_To do_. The answer required is how many lines of the following entries contain the word "margin", with no other words.

_Data for the task_.

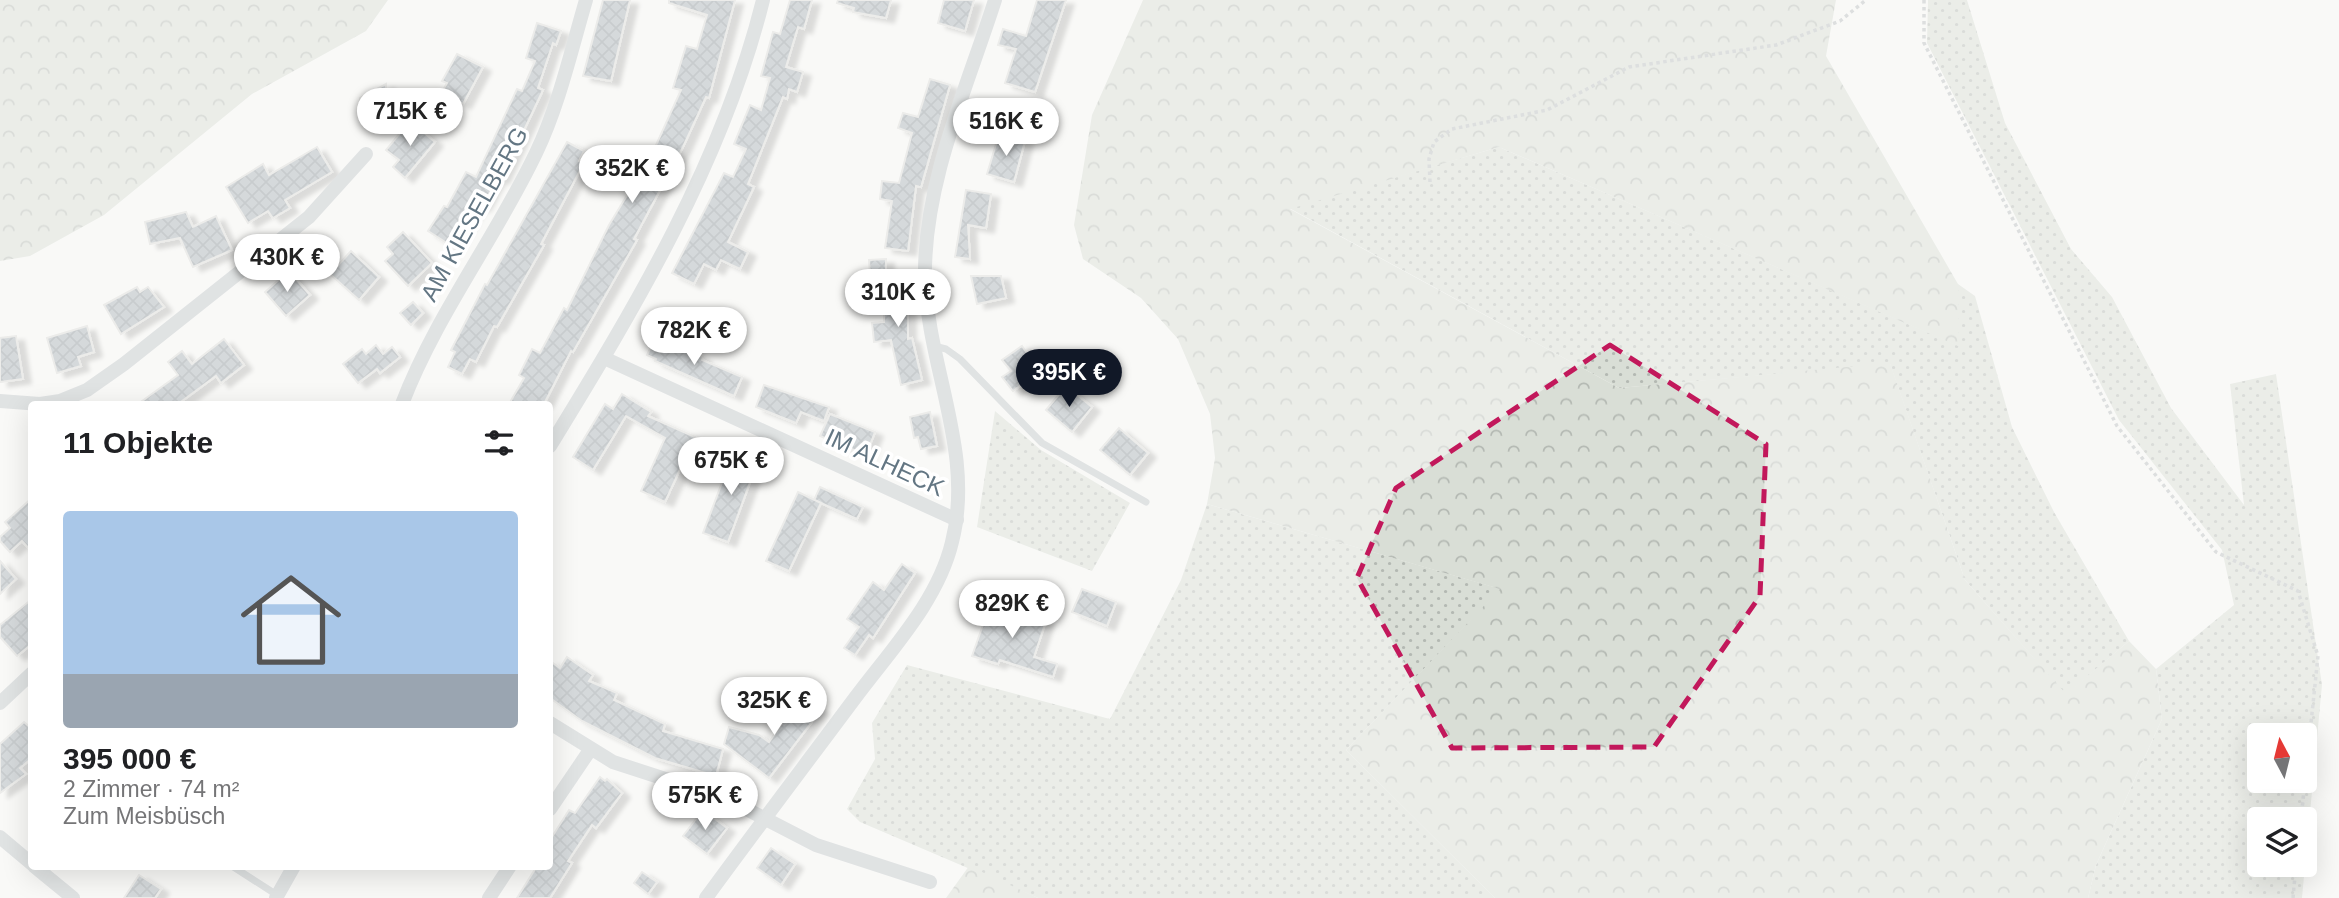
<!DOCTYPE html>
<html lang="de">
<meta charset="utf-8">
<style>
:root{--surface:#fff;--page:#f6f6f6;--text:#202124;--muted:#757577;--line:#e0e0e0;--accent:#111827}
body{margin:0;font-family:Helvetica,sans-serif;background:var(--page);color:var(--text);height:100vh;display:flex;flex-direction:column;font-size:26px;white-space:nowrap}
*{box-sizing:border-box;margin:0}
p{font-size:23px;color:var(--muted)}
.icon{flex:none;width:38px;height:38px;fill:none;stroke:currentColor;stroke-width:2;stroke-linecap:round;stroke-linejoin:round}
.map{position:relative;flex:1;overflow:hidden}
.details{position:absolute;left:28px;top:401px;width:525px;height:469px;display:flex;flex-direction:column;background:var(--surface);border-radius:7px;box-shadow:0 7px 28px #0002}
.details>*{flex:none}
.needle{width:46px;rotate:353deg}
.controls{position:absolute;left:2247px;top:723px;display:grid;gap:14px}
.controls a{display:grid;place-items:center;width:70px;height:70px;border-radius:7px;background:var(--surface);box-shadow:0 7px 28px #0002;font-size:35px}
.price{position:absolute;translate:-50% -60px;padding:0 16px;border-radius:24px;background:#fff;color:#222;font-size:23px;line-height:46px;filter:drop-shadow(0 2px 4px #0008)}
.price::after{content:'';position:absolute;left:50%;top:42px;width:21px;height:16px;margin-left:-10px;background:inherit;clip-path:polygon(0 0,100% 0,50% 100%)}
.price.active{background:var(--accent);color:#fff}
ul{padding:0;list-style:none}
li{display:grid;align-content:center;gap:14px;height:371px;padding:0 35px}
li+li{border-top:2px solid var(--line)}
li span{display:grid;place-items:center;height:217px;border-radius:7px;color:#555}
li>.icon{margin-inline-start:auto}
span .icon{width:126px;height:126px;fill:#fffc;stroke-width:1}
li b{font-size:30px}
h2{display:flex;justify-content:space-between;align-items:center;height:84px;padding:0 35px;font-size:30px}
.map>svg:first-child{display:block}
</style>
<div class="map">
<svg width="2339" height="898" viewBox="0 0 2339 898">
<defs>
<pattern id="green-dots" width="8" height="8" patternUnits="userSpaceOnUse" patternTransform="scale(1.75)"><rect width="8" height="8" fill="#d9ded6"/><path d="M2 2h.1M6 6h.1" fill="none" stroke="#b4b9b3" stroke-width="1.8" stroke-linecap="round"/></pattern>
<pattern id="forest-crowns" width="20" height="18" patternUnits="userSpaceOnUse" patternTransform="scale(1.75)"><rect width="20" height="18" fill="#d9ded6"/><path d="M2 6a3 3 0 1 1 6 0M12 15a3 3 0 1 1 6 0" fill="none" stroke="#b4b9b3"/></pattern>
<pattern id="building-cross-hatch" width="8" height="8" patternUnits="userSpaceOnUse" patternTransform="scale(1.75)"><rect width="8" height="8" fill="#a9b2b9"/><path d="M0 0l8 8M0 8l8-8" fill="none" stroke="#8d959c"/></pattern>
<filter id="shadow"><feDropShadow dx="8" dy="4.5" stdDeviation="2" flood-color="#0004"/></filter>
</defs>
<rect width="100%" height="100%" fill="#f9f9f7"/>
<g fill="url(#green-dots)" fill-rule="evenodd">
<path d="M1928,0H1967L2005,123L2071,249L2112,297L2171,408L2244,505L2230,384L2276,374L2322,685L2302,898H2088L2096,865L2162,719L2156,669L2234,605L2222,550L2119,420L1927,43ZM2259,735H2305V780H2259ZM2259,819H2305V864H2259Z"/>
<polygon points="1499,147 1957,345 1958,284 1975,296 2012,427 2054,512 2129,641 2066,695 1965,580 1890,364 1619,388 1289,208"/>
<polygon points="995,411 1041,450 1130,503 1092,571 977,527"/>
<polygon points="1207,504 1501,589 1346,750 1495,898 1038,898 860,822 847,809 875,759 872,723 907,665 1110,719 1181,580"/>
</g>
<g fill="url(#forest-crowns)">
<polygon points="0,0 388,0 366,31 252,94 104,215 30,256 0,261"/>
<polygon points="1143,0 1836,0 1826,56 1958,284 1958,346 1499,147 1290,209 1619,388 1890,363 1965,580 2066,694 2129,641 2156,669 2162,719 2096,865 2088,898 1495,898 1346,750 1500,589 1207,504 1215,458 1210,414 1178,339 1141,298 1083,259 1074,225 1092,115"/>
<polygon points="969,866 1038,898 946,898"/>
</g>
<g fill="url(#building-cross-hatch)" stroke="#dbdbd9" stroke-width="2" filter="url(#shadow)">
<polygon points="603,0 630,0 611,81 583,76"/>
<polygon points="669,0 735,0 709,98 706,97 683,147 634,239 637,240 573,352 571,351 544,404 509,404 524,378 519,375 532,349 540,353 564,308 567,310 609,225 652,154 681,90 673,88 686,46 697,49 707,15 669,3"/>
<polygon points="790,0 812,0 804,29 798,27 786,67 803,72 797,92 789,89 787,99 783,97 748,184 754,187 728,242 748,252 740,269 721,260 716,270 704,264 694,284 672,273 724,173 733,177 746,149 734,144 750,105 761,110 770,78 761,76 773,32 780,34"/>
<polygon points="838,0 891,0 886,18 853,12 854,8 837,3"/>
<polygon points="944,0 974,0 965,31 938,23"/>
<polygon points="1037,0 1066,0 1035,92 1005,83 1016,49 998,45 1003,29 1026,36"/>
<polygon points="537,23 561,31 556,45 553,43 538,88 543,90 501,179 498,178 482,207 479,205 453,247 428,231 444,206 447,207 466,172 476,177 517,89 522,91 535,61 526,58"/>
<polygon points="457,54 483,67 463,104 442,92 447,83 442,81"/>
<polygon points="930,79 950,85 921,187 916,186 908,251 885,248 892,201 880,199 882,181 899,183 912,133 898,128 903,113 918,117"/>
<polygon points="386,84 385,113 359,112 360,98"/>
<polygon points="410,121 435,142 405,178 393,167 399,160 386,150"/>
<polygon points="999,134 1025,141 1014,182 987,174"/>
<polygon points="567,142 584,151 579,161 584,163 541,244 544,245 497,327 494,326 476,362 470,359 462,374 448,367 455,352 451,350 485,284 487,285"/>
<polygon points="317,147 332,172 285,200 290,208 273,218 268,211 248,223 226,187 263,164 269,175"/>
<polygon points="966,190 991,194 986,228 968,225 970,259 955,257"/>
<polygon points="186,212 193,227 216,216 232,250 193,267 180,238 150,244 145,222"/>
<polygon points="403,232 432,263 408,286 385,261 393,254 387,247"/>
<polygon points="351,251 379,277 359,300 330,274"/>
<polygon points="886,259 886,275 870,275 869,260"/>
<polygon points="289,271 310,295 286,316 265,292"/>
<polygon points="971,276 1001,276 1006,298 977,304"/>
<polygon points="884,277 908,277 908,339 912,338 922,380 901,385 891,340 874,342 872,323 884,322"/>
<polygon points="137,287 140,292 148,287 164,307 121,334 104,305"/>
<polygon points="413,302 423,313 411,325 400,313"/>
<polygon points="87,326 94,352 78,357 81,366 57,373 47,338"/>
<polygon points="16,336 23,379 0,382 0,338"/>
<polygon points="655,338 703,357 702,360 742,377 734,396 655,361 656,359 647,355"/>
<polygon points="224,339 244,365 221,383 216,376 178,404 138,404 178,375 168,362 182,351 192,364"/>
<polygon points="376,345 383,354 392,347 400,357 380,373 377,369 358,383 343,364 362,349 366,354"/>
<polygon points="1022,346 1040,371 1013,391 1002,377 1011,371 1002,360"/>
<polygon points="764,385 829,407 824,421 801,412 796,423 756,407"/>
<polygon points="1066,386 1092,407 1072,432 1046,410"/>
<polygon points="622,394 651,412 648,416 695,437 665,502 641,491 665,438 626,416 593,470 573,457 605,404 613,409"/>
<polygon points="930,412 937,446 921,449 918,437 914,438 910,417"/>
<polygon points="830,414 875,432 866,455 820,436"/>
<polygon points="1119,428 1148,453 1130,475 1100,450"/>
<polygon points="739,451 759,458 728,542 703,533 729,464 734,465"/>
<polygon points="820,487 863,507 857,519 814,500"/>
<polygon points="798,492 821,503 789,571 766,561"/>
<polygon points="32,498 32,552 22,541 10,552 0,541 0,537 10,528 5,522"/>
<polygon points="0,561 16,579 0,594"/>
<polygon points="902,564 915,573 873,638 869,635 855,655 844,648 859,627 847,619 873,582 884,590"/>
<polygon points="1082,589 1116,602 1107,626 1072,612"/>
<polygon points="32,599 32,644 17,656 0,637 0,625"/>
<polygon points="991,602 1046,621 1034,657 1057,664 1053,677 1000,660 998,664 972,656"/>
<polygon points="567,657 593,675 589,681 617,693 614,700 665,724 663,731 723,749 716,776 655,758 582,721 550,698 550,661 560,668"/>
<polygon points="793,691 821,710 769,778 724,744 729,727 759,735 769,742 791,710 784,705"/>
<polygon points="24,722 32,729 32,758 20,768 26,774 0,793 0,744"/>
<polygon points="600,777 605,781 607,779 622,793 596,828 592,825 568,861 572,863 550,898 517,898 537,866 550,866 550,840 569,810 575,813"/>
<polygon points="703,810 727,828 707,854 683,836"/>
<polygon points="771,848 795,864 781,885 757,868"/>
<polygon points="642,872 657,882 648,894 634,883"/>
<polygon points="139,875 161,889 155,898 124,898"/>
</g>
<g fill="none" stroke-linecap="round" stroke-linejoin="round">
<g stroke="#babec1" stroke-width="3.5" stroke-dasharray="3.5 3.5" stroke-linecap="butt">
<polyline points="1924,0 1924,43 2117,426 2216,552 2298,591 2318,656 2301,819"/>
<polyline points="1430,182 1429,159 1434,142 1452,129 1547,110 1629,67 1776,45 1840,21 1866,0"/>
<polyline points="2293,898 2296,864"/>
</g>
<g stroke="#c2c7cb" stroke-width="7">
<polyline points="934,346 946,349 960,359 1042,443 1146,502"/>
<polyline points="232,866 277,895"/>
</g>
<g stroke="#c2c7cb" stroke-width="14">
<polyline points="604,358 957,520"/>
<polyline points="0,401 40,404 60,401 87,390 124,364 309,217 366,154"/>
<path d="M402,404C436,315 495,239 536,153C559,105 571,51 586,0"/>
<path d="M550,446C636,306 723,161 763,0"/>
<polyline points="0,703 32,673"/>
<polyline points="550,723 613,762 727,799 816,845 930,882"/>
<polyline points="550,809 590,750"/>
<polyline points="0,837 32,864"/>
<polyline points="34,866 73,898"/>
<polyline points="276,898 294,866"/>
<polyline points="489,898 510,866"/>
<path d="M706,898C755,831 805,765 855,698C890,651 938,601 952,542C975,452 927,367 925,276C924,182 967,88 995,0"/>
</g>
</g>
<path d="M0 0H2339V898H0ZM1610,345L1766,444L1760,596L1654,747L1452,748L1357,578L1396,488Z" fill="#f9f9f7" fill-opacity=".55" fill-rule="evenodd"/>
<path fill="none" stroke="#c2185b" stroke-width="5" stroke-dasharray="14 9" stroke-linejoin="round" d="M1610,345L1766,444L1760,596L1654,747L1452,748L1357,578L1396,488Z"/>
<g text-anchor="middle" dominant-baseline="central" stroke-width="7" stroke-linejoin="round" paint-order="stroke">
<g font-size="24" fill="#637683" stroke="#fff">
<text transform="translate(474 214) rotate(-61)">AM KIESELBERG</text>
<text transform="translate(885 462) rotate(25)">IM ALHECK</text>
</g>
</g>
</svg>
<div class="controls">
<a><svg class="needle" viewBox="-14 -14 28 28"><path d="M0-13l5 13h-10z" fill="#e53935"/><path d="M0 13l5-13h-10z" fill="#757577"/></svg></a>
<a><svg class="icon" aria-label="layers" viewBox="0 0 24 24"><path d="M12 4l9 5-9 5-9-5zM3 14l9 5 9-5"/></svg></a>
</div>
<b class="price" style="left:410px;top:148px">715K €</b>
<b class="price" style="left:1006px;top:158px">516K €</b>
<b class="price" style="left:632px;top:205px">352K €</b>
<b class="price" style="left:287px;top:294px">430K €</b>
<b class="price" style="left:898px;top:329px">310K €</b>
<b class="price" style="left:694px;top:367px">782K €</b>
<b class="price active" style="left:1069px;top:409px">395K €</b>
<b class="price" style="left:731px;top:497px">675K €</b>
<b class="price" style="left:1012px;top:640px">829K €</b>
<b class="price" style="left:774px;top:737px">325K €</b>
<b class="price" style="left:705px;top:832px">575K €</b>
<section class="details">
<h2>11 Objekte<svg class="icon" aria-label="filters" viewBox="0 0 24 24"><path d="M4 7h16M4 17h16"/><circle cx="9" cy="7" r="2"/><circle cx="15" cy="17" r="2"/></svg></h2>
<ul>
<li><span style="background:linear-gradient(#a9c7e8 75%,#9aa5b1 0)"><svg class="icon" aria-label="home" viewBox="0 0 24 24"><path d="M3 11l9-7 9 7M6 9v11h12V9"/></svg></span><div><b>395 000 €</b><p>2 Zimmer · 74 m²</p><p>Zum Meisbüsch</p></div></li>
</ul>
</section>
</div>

_Exercise response_. 4